Exercise requirements:
Show each line from the records below in which the word "Delmonico" occurs.

Data for review:
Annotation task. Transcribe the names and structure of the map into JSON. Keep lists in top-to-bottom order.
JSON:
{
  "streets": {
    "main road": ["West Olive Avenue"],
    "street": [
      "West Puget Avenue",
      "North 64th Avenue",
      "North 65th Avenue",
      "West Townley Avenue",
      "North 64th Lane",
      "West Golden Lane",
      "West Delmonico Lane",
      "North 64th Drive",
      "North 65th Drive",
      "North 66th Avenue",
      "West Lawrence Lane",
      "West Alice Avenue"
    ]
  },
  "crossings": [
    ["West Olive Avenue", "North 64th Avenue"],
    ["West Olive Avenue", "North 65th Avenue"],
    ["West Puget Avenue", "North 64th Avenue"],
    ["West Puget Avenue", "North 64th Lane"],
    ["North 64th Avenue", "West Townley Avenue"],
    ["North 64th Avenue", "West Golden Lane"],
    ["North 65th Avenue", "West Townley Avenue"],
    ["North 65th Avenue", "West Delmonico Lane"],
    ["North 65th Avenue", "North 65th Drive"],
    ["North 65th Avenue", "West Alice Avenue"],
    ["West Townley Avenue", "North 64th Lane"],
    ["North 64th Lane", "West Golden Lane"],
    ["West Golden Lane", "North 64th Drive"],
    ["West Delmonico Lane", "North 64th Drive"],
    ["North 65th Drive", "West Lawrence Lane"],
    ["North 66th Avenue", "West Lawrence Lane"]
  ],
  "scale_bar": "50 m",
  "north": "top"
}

Exercise output:
      "West Delmonico Lane",
    ["North 65th Avenue", "West Delmonico Lane"],
    ["West Delmonico Lane", "North 64th Drive"],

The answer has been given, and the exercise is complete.